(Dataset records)
- - - - - - -

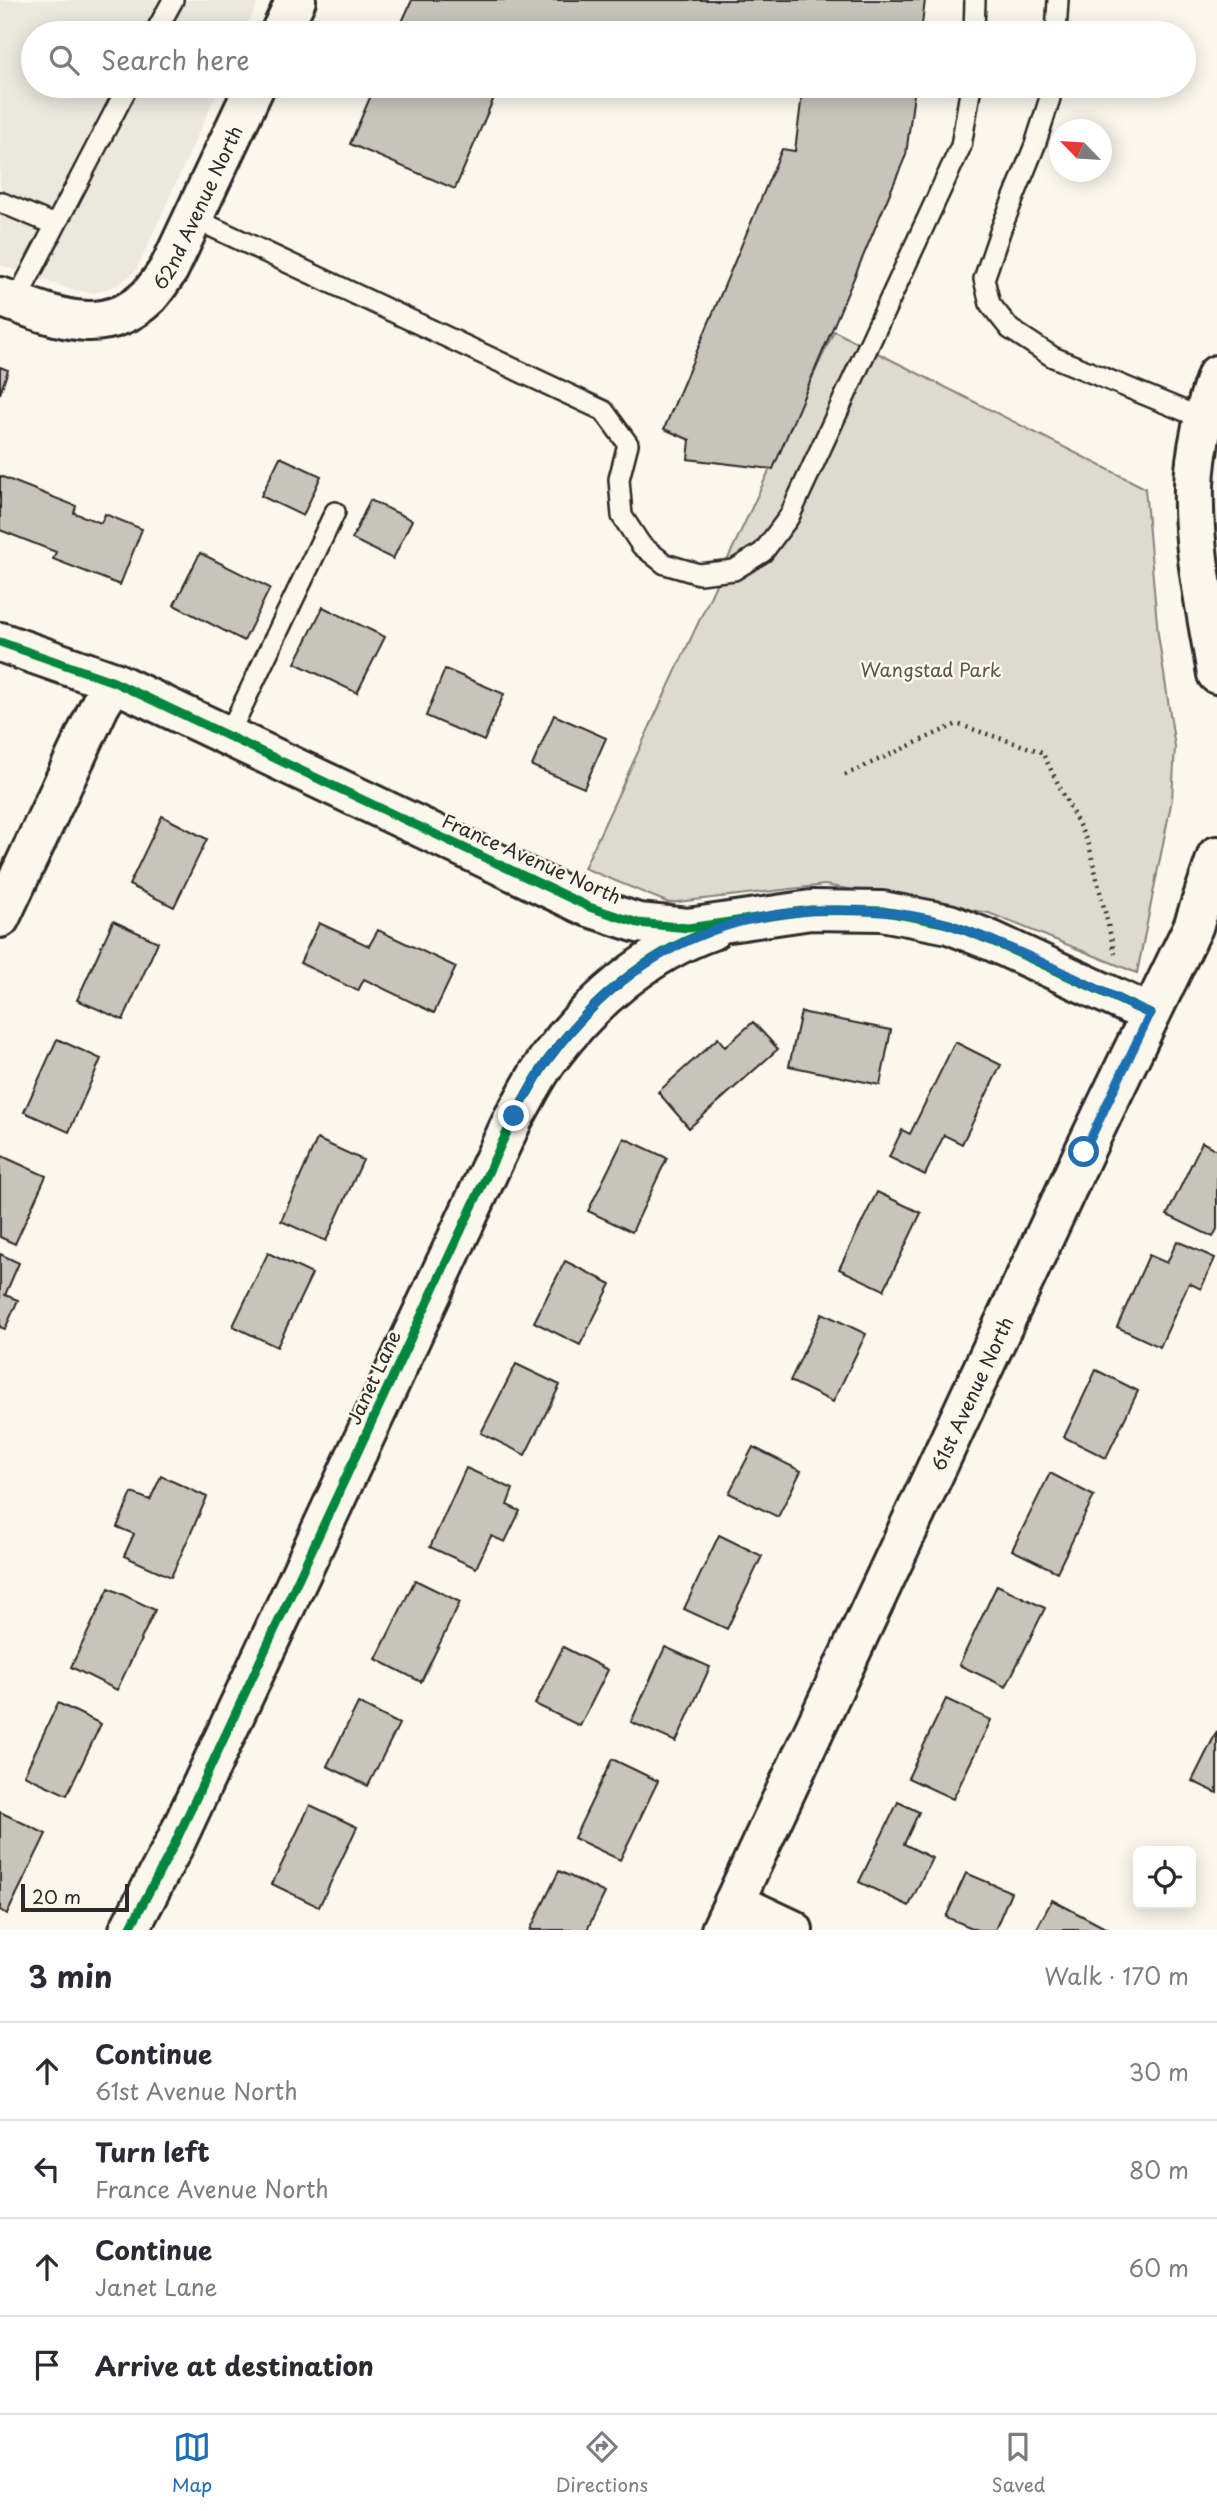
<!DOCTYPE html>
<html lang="en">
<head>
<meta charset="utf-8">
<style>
	body { margin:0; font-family:"Playpen Sans",sans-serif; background:#f2f2f3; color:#2b2b33 }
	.controls { position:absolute; right:21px; bottom:21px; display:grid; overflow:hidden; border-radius:10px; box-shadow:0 4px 18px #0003 }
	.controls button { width:63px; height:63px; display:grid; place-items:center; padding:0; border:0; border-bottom:2px solid #e1e1e2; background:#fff; color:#2b2b33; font:35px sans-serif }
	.compass { position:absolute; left:1049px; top:119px; width:63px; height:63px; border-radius:50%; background:#fff; box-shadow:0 4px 18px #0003; rotate:295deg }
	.scale { position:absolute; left:21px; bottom:18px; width:108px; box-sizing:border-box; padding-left:7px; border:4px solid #2b2b2b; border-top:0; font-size:19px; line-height:24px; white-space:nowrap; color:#2b2b2b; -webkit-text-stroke:5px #fbf7ec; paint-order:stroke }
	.stop { position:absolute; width:21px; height:21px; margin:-16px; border:5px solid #1f6fb2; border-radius:50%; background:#fff }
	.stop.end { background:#1f6fb2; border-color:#fff; box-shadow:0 2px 7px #0008 }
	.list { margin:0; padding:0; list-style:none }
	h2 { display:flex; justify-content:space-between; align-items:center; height:91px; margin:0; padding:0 28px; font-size:30px }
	h2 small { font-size:23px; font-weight:400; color:#7c7c81 }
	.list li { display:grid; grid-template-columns:46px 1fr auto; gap:21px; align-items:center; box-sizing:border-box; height:98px; padding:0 28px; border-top:2px solid #e1e1e2 }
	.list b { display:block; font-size:26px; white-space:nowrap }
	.list p { margin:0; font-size:23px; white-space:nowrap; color:#7c7c81 }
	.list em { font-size:23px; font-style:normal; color:#7c7c81 }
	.icon { flex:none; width:38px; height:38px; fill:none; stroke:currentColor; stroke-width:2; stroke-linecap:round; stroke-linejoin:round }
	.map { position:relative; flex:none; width:1217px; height:1930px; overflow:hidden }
	.search { position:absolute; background:#fff; box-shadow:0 4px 18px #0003; left:21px; right:21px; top:21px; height:77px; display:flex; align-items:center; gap:18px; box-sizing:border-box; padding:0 24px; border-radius:38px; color:#7c7c81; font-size:26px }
	.sheet { height:483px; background:#fff }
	nav { display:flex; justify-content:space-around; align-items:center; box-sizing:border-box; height:98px; border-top:2px solid #e1e1e2; background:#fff; font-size:19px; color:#7c7c81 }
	nav a { display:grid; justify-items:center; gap:4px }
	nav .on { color:#1f6fb2 }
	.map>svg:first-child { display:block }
	.built { fill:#ebe8de }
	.green { fill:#dddad0; stroke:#84827e; stroke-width:2 }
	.building { fill:#c7c4bc; stroke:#2b2b2b; stroke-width:2 }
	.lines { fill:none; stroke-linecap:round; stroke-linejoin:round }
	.service-casing { stroke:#2b2b2b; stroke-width:24 }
	.minor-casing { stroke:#2b2b2b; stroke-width:44 }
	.path { stroke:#2b2b2b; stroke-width:4.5; stroke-dasharray:2 5; stroke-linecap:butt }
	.service { stroke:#fbf7ec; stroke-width:19 }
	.minor { stroke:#fbf7ec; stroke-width:38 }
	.cycleway-casing { stroke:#fbf7ec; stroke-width:13 }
	.cycleway { stroke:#00873e; stroke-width:9 }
	.route { stroke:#1f6fb2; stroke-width:9 }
	.labels { text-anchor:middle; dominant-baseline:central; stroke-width:5; stroke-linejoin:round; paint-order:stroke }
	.street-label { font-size:19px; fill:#2b2b2b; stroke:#fbf7ec }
	.park-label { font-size:19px; fill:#585754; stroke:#fbf7ec }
</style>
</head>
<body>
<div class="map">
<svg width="1217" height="1930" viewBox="0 0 1217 1930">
	<rect width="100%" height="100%" fill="#fbf7ec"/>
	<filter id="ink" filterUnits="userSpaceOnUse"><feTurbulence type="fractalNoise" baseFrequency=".0143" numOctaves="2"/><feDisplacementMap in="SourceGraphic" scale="14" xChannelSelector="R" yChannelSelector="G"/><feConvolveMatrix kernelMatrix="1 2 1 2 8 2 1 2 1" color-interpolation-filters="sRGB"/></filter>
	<g filter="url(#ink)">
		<path class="built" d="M0,0H259L244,33H33V86H220L136,271L118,285L95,293L72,290L0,265Z"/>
		<path class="green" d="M834,331L1145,488L1158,634L1175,747L1172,799L1137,973L989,913L825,885L669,903L584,868Z"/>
		<path class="building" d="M412,0H925L921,33H397Z
			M375,86H499L455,189L350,144Z
			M803,86H915L906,155L773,469L688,459L690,440L664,429L782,149L795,151Z
			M0,367L8,370L0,394Z
			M280,457L321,476L303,516L261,496Z
			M0,476L76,506L74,513L101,523L105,514L142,529L120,585L53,559L56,552L0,530Z
			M370,500L412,520L393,559L352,539Z
			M200,553L270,588L244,641L174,605Z
			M323,607L385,637L357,693L295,663Z
			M445,669L504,694L484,741L426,716Z
			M554,715L606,738L584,788L532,766Z
			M162,816L207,839L174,907L129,885Z
			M113,921L158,942L123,1020L77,1000Z
			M319,923L369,946L378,930L456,967L434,1013L364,979L358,991L300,963Z
			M801,1012L891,1030L880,1085L789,1066Z
			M753,1022L778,1049L689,1128L658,1092L718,1038L725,1047Z
			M57,1039L101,1059L69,1132L24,1112Z
			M955,1042L1001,1065L962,1144L944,1135L925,1175L889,1157L902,1130L910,1134Z
			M624,1138L667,1158L632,1232L588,1211Z
			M317,1139L363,1160L326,1241L281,1221Z
			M1202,1142L1217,1150V1229L1213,1237L1167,1215Z
			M2,1156L46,1176L15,1244L0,1237V1161Z
			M877,1192L921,1213L884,1290L839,1269Z
			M1177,1241L1215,1258L1201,1289L1189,1283L1160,1347L1117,1327L1149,1255L1167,1263Z
			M268,1253L312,1274L277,1347L233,1326Z
			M0,1254L19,1263L5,1295L18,1300L5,1329L0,1327Z
			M565,1261L611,1284L580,1345L534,1322Z
			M822,1313L866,1334L833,1402L790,1381Z
			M516,1364L560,1385L525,1455L481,1433Z
			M1096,1370L1138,1391L1106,1458L1064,1437Z
			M753,1447L801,1471L778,1517L729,1493Z
			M466,1468L513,1489L507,1505L520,1511L505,1542L491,1536L476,1568L430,1547Z
			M1050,1473L1094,1496L1057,1572L1012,1550Z
			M161,1476L207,1497L171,1577L124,1556L134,1534L117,1527L132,1493L150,1500Z
			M719,1535L762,1556L727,1629L684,1609Z
			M415,1580L460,1602L421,1682L376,1659Z
			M997,1585L1045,1608L1006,1687L959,1665Z
			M109,1588L155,1610L117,1690L71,1667Z
			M563,1647L608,1670L580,1726L535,1704Z
			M665,1647L710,1667L676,1742L631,1722Z
			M946,1699L991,1720L953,1799L908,1778Z
			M58,1703L101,1724L67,1795L24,1775Z
			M358,1703L399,1724L368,1786L327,1766Z
			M1217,1731V1793L1192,1781Z
			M612,1759L658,1781L620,1860L574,1838Z
			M898,1802L919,1812L904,1844L932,1858L909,1906L859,1882Z
			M310,1805L357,1827L319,1907L272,1884Z
			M0,1812L46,1834L7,1914L0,1910Z
			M559,1871L605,1893L587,1930H530Z
			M966,1873L1011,1892L995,1930H977L946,1917Z
			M1052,1900L1109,1930H1036Z"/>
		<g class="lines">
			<defs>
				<path id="service" d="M155,33L173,0
					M974,33L975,0
					M1056,33L1058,0
					M1051,86L1050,98L1035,145L1001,229L984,279L990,304L1010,329L1053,357L1204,419
					M0,202L55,225
					M193,218L604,411L628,444L619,479L622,516L641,545L665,564L699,574L734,570L763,552L789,517L961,146L971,86
					M15,303L128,86
					M228,736L335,512"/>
				<g id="minor">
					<path d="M280,33L296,0"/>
					<path id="s1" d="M0,297C51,315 103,341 149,296C156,288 163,278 169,269L255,86"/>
					<path d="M1217,375C1205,407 1195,452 1194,486C1192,549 1207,612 1217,674"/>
					<path d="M0,642L114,682L589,907L638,923L688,928L811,910L882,911L949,924L992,941L1150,1014"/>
					<path d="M0,918L100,705L114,682"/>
					<path d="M734,1902L793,1930"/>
					<path d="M129,1930L175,1843L514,1117C526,1097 536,1075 550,1057C591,1002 647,953 712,930"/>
					<path id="s2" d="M721,1930L1084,1152L1193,927L1217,856"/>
				</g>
			</defs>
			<use href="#service" class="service-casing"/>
			<use href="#minor" class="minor-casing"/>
			<path class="path" d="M845,775L957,724L1042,752L1089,845L1115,954"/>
			<use href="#service" class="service"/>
			<use href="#minor" class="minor"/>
			<defs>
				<path id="cycleway" d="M0,642L114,682L589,907L638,923L688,928L811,910L882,911L949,924L992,941L1150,1014
					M129,1930L175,1843L514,1117C526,1097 536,1075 550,1057C589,1004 645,954 707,932"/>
			</defs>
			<use href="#cycleway" class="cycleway-casing"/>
			<use href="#cycleway" class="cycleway"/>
		</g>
	</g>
	<g class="lines" filter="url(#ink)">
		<path class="route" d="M514,1116C526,1097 536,1076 550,1057C622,959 719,909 841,910C877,911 916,913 951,925C1019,948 1085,984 1150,1014L1084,1152"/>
	</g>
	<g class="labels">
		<g class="street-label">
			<text stroke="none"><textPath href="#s1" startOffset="261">62nd Avenue North</textPath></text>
			<text transform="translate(532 858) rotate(24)">France Avenue North</text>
			<text transform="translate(373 1377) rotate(-65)">Janet Lane</text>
			<text stroke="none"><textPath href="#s2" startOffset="592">61st Avenue North</textPath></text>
		</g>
		<g class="park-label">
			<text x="931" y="669">Wangstad Park</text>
		</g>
	</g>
</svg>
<div class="controls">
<button><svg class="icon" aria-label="locate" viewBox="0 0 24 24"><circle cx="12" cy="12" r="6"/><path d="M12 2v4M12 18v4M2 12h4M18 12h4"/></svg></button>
</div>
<svg class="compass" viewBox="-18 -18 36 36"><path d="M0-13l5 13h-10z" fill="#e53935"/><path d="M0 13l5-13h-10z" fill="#7c7c81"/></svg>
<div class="scale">20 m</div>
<div class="stop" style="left:1084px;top:1152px"></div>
<div class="stop end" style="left:514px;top:1116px"></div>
<div class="search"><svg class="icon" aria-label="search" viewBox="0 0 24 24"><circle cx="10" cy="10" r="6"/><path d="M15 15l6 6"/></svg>Search here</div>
</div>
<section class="sheet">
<h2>3 min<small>Walk · 170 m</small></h2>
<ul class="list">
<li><svg class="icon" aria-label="ahead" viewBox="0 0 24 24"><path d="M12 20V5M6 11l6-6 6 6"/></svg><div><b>Continue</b><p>61st Avenue North</p></div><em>30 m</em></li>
<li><svg class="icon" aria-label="left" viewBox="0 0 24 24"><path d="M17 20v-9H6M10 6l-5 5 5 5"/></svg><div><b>Turn left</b><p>France Avenue North</p></div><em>80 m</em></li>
<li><svg class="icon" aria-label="ahead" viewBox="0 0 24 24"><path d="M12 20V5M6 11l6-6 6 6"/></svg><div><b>Continue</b><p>Janet Lane</p></div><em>60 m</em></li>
<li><svg class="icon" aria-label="arrive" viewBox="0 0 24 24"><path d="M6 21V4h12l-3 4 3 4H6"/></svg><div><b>Arrive at destination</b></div></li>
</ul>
</section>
<nav>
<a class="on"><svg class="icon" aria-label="map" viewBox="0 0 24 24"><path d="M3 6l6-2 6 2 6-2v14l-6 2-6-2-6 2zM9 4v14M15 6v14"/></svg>Map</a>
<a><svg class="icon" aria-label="directions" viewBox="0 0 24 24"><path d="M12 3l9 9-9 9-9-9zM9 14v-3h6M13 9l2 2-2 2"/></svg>Directions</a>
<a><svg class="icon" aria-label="saved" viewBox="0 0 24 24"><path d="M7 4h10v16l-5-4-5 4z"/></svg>Saved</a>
</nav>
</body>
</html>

- - - - - - -

Your response must consist of the lines from the beginning of the data through the line containing "flex:none; width:38px; height:38px;", transcribed exactly, with no pictures.

Written response:
<!DOCTYPE html>
<html lang="en">
<head>
<meta charset="utf-8">
<style>
	body { margin:0; font-family:"Playpen Sans",sans-serif; background:#f2f2f3; color:#2b2b33 }
	.controls { position:absolute; right:21px; bottom:21px; display:grid; overflow:hidden; border-radius:10px; box-shadow:0 4px 18px #0003 }
	.controls button { width:63px; height:63px; display:grid; place-items:center; padding:0; border:0; border-bottom:2px solid #e1e1e2; background:#fff; color:#2b2b33; font:35px sans-serif }
	.compass { position:absolute; left:1049px; top:119px; width:63px; height:63px; border-radius:50%; background:#fff; box-shadow:0 4px 18px #0003; rotate:295deg }
	.scale { position:absolute; left:21px; bottom:18px; width:108px; box-sizing:border-box; padding-left:7px; border:4px solid #2b2b2b; border-top:0; font-size:19px; line-height:24px; white-space:nowrap; color:#2b2b2b; -webkit-text-stroke:5px #fbf7ec; paint-order:stroke }
	.stop { position:absolute; width:21px; height:21px; margin:-16px; border:5px solid #1f6fb2; border-radius:50%; background:#fff }
	.stop.end { background:#1f6fb2; border-color:#fff; box-shadow:0 2px 7px #0008 }
	.list { margin:0; padding:0; list-style:none }
	h2 { display:flex; justify-content:space-between; align-items:center; height:91px; margin:0; padding:0 28px; font-size:30px }
	h2 small { font-size:23px; font-weight:400; color:#7c7c81 }
	.list li { display:grid; grid-template-columns:46px 1fr auto; gap:21px; align-items:center; box-sizing:border-box; height:98px; padding:0 28px; border-top:2px solid #e1e1e2 }
	.list b { display:block; font-size:26px; white-space:nowrap }
	.list p { margin:0; font-size:23px; white-space:nowrap; color:#7c7c81 }
	.list em { font-size:23px; font-style:normal; color:#7c7c81 }
	.icon { flex:none; width:38px; height:38px; fill:none; stroke:currentColor; stroke-width:2; stroke-linecap:round; stroke-linejoin:round }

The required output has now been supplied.